We are on a public stage at a high profile lit fest in the pristine and exclusive Delhi Gymkhana, home to the country’s ruling elite when an elderly gent gets up and harangues me: ‘I have been listening to you talk for the last half hour, you talk like an anti-national, we should throw you out from here!’ I have just been speaking on the need to revive the dialogue in Kashmir with all stakeholders and voiced my concern over stone-throwing and the growing distancing of the ‘aam aadmi’ in the valley from the political leadership. The organisers manage to control the situation before it gets ugly. My critic turns out to a retired senior army officer, a proud and honourable Indian citizen but one whose worldview has no time or mindspace to listen to any talk of human rights violations in the Valley.

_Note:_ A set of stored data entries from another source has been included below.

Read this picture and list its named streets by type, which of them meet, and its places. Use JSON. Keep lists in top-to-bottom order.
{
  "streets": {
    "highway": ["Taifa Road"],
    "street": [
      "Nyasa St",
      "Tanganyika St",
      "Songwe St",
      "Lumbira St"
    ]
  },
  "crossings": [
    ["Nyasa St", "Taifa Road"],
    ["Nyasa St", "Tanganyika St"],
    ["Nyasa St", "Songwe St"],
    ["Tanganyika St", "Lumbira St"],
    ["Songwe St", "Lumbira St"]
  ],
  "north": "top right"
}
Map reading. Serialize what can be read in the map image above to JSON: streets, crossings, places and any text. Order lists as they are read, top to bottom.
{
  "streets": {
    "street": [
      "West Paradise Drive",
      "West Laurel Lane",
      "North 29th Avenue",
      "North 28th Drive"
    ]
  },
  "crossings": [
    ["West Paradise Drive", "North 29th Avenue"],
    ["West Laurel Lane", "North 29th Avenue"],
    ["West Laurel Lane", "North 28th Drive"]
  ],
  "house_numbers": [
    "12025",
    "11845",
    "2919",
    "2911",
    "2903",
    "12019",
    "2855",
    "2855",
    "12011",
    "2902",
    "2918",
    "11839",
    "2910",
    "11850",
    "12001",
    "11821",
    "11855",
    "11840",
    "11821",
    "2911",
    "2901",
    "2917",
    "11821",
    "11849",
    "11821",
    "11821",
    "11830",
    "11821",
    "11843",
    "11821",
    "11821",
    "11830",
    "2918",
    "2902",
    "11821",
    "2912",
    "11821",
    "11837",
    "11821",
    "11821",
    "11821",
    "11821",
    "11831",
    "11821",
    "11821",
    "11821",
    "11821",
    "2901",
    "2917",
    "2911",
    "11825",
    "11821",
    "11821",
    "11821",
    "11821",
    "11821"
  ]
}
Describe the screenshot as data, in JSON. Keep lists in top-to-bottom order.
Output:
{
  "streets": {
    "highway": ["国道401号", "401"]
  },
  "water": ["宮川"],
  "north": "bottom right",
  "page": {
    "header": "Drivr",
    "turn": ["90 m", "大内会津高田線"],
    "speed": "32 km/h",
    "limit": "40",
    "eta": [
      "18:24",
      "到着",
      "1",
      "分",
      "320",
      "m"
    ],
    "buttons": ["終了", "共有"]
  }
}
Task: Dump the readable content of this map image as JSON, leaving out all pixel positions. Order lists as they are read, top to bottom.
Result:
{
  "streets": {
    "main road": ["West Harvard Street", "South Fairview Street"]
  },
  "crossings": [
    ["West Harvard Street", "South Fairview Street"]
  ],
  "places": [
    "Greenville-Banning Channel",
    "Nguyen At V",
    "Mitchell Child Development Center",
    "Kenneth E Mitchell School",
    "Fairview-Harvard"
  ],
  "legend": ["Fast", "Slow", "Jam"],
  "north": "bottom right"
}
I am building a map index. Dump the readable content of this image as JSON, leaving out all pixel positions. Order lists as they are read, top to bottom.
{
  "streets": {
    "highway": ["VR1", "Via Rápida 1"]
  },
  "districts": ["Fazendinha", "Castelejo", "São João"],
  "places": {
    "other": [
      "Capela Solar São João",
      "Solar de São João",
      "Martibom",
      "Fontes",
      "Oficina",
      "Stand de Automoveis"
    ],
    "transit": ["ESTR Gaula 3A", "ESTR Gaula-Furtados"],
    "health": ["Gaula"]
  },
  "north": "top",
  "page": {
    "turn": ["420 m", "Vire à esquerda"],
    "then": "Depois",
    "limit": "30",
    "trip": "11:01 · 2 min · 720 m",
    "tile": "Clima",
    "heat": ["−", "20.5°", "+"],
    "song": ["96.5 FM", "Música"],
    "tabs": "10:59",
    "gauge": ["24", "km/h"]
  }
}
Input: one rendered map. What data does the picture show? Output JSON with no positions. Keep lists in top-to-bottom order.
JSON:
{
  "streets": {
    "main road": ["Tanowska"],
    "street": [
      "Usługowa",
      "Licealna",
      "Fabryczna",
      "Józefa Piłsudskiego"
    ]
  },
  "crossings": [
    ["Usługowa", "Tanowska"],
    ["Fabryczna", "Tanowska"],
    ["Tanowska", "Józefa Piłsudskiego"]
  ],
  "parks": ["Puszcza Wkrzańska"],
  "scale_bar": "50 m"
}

Those who advocate for human rights in conflict zones have always been targeted as ‘bleeding heart jholawallahs’. Now, a new word has been added to the divisive lexicon: ‘anti-national’. In an increasingly politically polarized climate, the narrative over human rights is now shaped in a toxic and frenzied manner that allows little space for a reasonable dialogue. When voicing concern over children who are being blinded by pellet guns is seen as treasonous, then it makes it very difficult to have any kind of engagement. The loud ‘nationalistic’ argument seeks to drown out all other voices, often shooting from the shoulders of anonymous men in uniform. Which is why when a Kashmiri is tied to a jeep and paraded in the street, no one is expected to question the army major who has taken the contentious call that is a blatant violation of human rights.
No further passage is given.